Sul terreno di gioco ci pensa invece l’arbitro Borasio ad evitare che la situazione possa precipitare, mandando anticipatamente negli spogliatoi Ghersetich e Michelotti dopo uno scontro non eccessivamente violento, ma figlio di un conto in sospeso tra i due astanti.
Corre il 17′ della ripresa quando le due contendenti si ritrovano a giocare entrambe in dieci, e poco dopo ci pensa Biagini a sbloccare il match: Ferretti dalla sinistra fa partire un lungo traversone in area che viene smorzato di testa da Buzzin per l’accorrente Alvaro che, con un preciso diagonale degno di un colpo da biliardo, batte il giovane portiere Da Pozzo, ventun’anni, proveniente dall’Inter, che prima della marcatura ha fatto sudare le classiche sette camicie ai padroni di casa. Tripudio dunque sugli spalti del vecchio Cibali per il Catania che torna a vincere dopo più di un mese, si rinsalda ai vertici della classifica, e può guardare con ottimismo al derby di Messina in programma la domenica successiva.

In quei giorni di marzo Kruscev ed Eisenhower discutono a Ginevra la fine della corsa agli armamenti, Tony Dallara spopola in radio con “Romantica”, ma un fatto personale mi preme più raccontare.

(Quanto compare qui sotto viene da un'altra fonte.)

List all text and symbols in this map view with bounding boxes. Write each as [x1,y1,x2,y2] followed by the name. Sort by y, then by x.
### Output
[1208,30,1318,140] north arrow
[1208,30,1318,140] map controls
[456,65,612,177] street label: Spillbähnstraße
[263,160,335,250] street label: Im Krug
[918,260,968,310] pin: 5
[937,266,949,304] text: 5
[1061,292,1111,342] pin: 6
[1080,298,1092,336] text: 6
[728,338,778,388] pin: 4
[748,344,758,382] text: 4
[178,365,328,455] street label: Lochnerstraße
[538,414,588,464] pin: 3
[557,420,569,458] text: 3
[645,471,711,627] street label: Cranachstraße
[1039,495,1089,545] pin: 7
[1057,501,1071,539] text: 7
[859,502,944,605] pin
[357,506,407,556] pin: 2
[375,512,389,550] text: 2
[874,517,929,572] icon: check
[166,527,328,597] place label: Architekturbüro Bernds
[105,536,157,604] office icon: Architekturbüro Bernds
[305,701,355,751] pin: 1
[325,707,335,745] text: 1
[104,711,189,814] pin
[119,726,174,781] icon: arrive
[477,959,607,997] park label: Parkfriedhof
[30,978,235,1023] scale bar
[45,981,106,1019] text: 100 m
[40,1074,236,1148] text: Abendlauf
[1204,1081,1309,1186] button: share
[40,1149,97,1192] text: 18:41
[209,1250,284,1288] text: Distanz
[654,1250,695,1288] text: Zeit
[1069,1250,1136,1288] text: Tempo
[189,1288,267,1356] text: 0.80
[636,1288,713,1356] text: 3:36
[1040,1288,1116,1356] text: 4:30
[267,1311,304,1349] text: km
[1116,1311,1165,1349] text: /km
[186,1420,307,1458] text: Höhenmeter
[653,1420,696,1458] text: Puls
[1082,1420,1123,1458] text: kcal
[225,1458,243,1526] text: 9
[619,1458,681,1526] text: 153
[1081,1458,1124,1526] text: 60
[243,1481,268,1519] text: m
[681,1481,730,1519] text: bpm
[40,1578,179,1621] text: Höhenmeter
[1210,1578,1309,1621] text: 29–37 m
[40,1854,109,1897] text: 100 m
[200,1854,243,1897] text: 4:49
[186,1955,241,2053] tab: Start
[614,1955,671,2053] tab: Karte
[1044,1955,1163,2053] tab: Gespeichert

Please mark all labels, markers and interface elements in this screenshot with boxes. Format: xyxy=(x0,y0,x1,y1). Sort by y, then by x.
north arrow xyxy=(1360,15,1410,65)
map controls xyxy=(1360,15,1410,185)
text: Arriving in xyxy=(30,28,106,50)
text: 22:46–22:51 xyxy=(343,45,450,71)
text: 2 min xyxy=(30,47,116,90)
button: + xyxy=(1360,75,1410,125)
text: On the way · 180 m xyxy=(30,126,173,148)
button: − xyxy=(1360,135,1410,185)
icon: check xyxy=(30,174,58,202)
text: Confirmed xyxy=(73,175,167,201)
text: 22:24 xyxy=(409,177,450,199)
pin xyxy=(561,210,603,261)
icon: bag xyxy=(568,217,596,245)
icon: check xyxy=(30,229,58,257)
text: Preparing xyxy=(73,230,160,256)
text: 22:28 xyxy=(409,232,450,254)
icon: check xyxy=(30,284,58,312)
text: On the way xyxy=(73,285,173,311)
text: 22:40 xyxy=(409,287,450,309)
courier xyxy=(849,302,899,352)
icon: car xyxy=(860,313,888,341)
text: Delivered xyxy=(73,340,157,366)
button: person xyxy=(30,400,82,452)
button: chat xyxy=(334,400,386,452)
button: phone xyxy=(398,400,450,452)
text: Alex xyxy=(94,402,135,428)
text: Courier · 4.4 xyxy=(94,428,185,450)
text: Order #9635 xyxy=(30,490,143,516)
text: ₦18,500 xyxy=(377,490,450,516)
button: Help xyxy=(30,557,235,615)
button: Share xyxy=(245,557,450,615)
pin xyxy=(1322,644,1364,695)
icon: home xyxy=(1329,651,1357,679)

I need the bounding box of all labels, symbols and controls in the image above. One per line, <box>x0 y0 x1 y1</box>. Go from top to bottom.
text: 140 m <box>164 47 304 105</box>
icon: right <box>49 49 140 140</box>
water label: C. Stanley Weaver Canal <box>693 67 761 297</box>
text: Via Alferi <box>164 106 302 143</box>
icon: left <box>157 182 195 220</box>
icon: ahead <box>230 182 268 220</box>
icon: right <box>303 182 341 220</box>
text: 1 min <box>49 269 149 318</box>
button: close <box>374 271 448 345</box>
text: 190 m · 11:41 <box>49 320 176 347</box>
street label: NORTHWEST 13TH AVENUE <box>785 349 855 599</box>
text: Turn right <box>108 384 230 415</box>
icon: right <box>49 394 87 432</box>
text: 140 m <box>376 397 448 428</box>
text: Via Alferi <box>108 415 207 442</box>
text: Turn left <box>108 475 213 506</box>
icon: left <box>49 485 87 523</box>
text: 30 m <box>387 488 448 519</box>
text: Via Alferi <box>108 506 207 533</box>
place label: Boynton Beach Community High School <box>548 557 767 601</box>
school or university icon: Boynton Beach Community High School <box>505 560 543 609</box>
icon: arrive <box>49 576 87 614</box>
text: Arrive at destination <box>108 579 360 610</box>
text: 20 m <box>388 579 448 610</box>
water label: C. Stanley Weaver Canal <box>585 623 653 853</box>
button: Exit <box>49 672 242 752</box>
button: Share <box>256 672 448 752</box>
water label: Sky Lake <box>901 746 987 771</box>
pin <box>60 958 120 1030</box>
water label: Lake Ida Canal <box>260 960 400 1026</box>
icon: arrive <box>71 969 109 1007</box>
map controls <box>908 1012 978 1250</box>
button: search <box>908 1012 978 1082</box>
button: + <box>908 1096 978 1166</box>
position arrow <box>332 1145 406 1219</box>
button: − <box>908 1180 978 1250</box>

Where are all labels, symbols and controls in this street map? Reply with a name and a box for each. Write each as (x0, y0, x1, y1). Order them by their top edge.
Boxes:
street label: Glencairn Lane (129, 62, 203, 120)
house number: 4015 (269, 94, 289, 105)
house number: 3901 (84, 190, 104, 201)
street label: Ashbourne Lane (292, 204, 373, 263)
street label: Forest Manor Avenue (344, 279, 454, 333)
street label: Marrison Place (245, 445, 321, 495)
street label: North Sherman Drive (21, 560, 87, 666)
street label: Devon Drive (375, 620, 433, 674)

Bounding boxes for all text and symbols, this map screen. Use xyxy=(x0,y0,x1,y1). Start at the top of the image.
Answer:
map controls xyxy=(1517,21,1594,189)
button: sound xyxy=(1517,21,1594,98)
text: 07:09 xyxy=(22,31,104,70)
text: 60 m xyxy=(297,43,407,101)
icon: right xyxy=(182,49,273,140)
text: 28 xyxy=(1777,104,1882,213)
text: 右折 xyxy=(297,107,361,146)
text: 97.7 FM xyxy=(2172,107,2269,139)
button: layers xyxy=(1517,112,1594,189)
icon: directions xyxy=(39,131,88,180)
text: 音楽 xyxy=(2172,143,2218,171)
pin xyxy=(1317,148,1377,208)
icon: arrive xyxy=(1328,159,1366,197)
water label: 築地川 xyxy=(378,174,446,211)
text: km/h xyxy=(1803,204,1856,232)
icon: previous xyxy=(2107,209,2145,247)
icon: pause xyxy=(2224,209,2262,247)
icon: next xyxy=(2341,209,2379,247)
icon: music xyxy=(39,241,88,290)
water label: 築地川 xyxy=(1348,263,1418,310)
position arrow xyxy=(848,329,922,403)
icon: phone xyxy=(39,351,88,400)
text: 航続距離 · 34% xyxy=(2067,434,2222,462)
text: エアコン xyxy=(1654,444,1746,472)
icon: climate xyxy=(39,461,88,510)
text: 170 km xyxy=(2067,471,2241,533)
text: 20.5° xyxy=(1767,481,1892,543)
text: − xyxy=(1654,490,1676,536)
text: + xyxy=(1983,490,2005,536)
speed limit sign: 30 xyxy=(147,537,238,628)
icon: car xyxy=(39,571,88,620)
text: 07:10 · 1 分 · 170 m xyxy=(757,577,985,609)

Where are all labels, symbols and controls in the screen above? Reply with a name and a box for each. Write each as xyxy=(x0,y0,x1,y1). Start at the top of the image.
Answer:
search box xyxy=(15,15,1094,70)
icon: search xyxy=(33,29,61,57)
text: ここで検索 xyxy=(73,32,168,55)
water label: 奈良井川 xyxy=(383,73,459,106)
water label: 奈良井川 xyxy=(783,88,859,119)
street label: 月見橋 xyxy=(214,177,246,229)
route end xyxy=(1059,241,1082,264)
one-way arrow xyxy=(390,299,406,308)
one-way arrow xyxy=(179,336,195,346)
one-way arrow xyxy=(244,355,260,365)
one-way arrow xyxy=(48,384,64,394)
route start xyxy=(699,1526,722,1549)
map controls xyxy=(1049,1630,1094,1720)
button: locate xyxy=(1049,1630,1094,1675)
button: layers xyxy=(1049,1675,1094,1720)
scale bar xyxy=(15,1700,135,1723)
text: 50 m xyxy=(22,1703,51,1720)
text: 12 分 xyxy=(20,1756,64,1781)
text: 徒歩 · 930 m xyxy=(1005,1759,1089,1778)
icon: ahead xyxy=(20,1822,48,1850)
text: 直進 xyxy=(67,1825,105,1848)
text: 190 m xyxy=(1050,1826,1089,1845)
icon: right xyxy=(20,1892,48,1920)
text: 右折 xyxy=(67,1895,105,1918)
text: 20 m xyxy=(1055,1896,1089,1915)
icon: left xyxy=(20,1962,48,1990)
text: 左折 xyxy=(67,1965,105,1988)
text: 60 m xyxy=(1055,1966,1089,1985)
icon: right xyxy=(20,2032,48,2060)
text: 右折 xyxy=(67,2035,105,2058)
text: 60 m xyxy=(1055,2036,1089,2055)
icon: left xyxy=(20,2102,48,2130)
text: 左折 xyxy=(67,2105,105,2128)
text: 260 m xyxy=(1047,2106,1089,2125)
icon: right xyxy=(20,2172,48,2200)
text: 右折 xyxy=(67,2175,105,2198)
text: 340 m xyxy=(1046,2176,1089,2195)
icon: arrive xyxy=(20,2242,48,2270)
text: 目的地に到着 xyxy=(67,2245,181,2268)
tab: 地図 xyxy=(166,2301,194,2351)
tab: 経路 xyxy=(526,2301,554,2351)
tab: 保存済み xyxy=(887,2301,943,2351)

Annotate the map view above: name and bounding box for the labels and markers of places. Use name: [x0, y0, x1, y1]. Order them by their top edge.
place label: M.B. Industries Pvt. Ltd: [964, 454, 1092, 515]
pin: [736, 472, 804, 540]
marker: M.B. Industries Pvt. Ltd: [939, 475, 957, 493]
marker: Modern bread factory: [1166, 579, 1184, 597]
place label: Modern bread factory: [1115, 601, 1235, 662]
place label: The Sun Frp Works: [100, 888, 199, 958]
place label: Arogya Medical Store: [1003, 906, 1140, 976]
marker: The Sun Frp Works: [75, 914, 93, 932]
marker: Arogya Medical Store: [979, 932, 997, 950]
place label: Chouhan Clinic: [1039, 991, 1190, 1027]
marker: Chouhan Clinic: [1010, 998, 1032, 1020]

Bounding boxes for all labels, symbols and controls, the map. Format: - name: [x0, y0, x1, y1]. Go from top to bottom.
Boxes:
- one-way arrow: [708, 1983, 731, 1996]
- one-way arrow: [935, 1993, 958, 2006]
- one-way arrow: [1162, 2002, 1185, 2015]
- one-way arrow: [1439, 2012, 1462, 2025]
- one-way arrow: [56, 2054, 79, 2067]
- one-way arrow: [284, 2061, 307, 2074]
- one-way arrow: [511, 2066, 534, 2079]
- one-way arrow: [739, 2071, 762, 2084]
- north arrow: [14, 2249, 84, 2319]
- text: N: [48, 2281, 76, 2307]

In quel di Bronte, Nunzio Capizzi, supportato dai testimoni Carmelo Scarlata e Antonino Cariola, si presenta nella Casa Comunale dinanzi all’Avvocato Vincenzo Castiglione, Sindaco del paese, dichiarando che sua moglie Marianna Pappalardo ha partorito il giorno 15 un bimbo di sesso maschile a cui dà il nome di Salvatore, in onore al maggiore dei suoi fratelli. È festa grande nella borgata di via Fidia, poiché dopo quattordici anni di matrimonio e tre splendide figlie femmine (Giuseppina, Antonella e Giovanna), è arrivato il primo “masculiddu” (il secondo – e ultimo dei figli – sarà Vincenzo nel 1964), per la gioia di papà, mamma e dei parenti tutti. Un maschietto che non è più tra noi, ma continua a vivere nel cuore e nei ricordi di chi scrive.
Ciao Pà.
25ª giornata – 13 marzo 1960
CATANIA-CATANZARO 1-0 (0-0)
CATANIA: Gaspari, Michelotti, Boldi B., Ferretti, Grani, Corti, Compagno, Prenna, Buzzin, Biagini, Morelli.
CATANZARO: Da Pozzo, Bigagnoli, Claut, Frontali, Impinna, Tulissi, Raise, Ariagno, Fanello, Negri, Ghersetich.
ARBITRO: Borasio di Alessandria.
GOL: 20′ st Biagini.
ESPULSI: Michelotti e Ghersetich al 17′ st.
In copertina: Il pallone scagliato in rete da Biagini e inseguito vanamente da Da Pozzo, Sullo sfondo si riconosce Prenna esultante che salta con le braccia levate in alto. Foto di Umana pubblicata su “La Sicilia”.